▶ **REQUIRED ACTION**
Include in the reply only the lines from the start of the data below through the line containing "function fillPath(path, color)", reproduced exactly and with no pictures.

(Collected data entries)
Start of Block

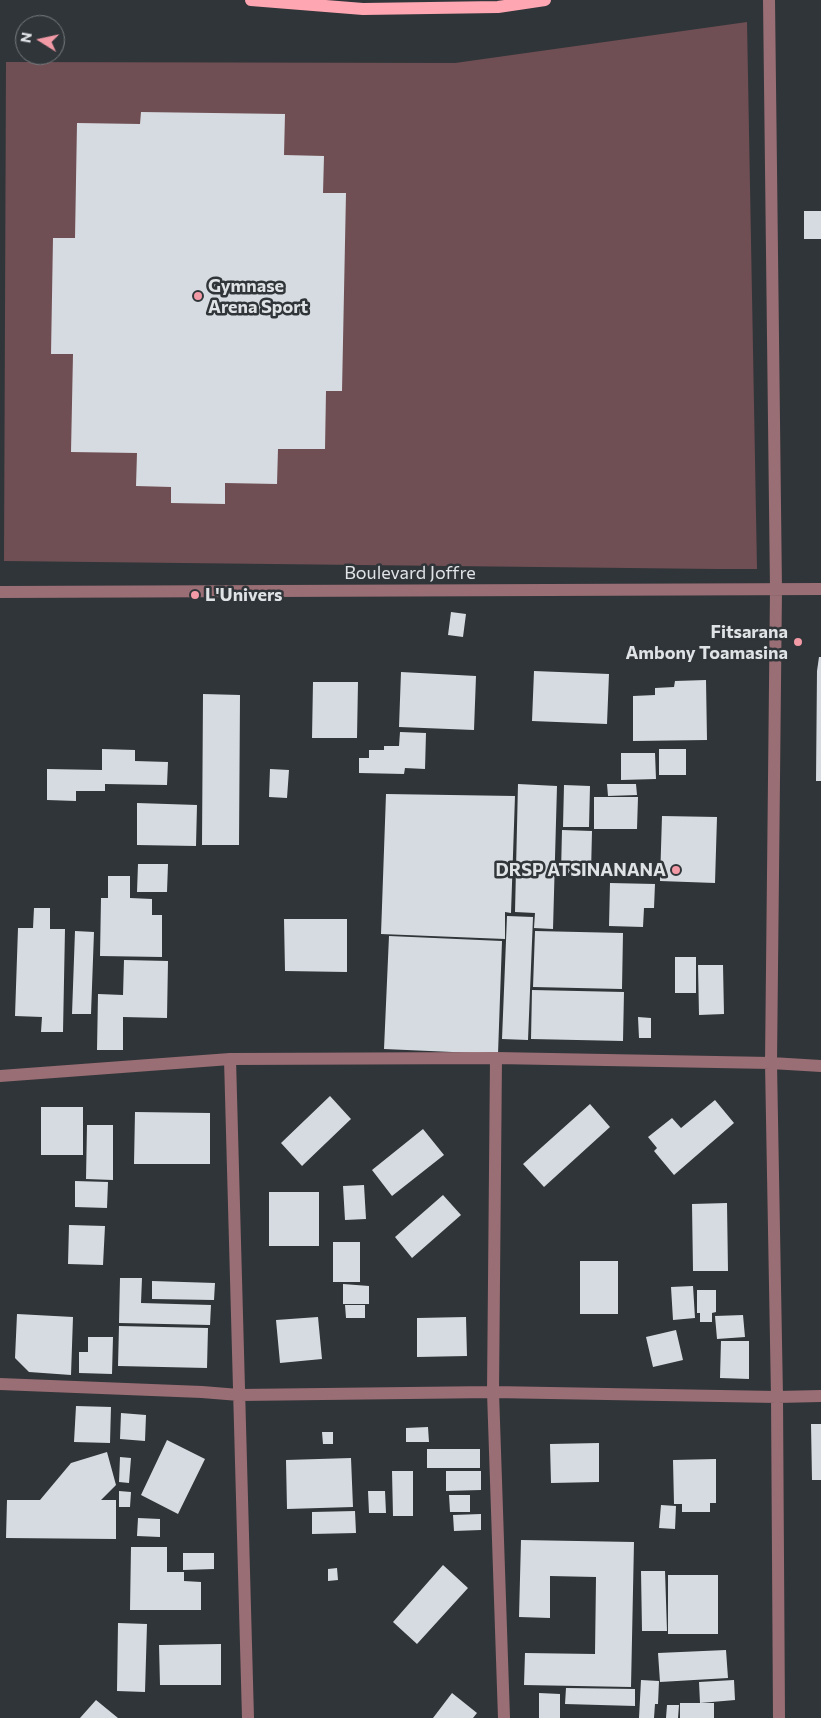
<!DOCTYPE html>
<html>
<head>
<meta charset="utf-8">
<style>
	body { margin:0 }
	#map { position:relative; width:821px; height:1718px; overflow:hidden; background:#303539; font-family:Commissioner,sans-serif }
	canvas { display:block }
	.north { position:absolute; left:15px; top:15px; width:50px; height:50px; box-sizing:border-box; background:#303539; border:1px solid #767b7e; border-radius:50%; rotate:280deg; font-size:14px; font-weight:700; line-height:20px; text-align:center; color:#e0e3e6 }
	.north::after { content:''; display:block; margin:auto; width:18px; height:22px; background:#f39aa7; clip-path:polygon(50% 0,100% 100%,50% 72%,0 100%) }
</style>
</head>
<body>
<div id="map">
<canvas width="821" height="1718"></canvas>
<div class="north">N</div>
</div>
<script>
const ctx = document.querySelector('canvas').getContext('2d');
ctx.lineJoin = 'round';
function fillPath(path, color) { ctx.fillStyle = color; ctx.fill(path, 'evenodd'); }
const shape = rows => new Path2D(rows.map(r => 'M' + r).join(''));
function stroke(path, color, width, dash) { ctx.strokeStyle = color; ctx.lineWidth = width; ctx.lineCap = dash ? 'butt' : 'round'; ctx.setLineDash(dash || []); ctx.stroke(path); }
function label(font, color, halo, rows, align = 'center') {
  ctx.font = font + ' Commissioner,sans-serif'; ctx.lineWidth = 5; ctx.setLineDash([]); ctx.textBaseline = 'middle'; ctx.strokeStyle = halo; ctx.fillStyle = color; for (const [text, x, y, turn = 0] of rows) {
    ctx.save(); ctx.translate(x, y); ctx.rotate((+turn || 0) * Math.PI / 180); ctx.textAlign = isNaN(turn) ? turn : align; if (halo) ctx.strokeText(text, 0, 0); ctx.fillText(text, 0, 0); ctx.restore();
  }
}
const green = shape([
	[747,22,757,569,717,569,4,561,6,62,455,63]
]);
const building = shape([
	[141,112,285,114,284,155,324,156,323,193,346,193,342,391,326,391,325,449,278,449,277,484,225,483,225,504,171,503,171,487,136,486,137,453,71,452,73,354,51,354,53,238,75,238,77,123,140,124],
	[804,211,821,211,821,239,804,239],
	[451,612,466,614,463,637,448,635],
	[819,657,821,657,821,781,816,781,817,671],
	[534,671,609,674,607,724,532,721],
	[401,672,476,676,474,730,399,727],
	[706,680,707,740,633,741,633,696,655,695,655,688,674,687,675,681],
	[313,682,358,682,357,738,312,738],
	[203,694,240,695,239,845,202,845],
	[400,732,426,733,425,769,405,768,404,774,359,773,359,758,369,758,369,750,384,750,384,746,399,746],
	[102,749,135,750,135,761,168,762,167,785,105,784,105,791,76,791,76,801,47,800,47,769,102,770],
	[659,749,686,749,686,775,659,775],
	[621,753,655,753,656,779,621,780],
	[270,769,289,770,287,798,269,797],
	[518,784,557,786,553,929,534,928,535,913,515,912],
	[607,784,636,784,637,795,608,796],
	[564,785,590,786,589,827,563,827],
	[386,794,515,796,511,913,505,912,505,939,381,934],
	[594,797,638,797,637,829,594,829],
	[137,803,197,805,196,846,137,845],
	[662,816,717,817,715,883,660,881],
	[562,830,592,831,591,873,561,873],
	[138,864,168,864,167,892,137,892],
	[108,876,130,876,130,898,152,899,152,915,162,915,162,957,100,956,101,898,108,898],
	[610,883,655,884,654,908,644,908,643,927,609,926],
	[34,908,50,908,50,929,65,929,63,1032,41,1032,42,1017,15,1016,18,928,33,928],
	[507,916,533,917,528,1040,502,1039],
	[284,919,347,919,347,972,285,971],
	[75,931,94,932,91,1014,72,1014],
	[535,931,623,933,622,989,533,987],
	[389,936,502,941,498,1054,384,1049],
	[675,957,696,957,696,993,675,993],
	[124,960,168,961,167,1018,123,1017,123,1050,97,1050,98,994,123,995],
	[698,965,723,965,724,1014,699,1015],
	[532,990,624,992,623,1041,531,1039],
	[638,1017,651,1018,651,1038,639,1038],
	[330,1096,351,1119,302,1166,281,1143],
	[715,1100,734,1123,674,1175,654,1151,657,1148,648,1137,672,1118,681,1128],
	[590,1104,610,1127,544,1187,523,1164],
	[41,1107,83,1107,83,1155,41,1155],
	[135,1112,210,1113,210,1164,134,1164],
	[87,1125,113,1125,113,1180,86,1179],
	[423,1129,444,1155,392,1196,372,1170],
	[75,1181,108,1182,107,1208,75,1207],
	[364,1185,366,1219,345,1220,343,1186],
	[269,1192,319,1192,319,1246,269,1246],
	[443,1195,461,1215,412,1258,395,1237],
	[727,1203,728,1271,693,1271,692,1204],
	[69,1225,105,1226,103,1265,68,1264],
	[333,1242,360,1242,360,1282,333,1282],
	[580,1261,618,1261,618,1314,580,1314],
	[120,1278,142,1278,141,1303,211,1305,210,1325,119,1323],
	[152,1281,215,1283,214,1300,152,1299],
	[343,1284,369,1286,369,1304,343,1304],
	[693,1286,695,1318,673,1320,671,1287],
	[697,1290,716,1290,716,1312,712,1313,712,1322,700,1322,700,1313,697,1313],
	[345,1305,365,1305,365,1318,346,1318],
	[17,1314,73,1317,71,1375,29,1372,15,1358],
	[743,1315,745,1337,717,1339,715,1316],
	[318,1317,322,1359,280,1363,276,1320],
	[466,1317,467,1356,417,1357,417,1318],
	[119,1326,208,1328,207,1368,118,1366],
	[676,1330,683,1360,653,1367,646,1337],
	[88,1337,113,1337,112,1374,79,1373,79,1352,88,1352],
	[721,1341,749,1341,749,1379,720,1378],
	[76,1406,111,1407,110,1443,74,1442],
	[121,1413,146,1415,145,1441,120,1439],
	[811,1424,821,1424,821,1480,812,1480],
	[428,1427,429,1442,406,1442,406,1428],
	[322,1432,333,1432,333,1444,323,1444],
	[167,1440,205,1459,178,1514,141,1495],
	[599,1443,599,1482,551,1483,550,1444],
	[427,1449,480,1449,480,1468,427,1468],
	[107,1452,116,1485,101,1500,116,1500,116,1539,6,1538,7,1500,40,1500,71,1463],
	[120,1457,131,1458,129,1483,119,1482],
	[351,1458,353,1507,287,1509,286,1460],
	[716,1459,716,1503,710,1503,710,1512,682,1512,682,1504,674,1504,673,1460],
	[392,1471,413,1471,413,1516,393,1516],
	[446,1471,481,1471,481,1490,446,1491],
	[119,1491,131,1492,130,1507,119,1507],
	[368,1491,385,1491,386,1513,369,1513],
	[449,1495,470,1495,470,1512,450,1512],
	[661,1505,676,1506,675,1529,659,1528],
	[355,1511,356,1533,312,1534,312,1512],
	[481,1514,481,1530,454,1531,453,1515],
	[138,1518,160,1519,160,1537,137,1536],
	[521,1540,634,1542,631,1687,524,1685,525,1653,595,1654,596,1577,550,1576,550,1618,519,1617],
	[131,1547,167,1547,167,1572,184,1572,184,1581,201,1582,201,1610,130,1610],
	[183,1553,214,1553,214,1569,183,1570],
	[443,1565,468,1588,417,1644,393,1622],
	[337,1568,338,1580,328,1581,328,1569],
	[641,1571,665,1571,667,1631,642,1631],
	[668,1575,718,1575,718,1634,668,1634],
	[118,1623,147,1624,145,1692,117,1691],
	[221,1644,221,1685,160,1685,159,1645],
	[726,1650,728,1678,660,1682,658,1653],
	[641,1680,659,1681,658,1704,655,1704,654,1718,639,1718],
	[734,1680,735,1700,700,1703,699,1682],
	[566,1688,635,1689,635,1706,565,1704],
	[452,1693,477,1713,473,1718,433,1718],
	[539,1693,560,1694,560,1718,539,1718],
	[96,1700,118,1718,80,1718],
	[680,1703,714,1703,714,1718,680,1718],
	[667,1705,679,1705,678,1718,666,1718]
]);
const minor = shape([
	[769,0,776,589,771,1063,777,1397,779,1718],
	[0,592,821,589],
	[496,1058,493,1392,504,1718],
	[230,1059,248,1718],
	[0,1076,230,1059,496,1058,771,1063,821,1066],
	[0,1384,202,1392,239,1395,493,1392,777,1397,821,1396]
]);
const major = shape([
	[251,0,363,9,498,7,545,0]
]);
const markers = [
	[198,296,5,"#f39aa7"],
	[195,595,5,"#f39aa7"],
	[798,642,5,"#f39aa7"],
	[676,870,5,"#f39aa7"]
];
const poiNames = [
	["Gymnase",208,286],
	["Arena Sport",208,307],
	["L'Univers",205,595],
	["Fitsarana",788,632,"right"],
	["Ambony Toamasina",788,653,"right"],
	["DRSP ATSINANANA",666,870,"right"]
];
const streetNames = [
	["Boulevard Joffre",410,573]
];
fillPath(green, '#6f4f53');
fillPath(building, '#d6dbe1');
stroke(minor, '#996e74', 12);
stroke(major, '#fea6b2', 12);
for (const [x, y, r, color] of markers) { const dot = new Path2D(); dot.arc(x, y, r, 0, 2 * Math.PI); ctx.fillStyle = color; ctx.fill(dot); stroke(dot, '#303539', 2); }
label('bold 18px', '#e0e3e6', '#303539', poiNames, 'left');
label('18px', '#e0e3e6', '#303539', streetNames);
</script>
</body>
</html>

End of Block

▶ **REPLY**
<!DOCTYPE html>
<html>
<head>
<meta charset="utf-8">
<style>
	body { margin:0 }
	#map { position:relative; width:821px; height:1718px; overflow:hidden; background:#303539; font-family:Commissioner,sans-serif }
	canvas { display:block }
	.north { position:absolute; left:15px; top:15px; width:50px; height:50px; box-sizing:border-box; background:#303539; border:1px solid #767b7e; border-radius:50%; rotate:280deg; font-size:14px; font-weight:700; line-height:20px; text-align:center; color:#e0e3e6 }
	.north::after { content:''; display:block; margin:auto; width:18px; height:22px; background:#f39aa7; clip-path:polygon(50% 0,100% 100%,50% 72%,0 100%) }
</style>
</head>
<body>
<div id="map">
<canvas width="821" height="1718"></canvas>
<div class="north">N</div>
</div>
<script>
const ctx = document.querySelector('canvas').getContext('2d');
ctx.lineJoin = 'round';
function fillPath(path, color) { ctx.fillStyle = color; ctx.fill(path, 'evenodd'); }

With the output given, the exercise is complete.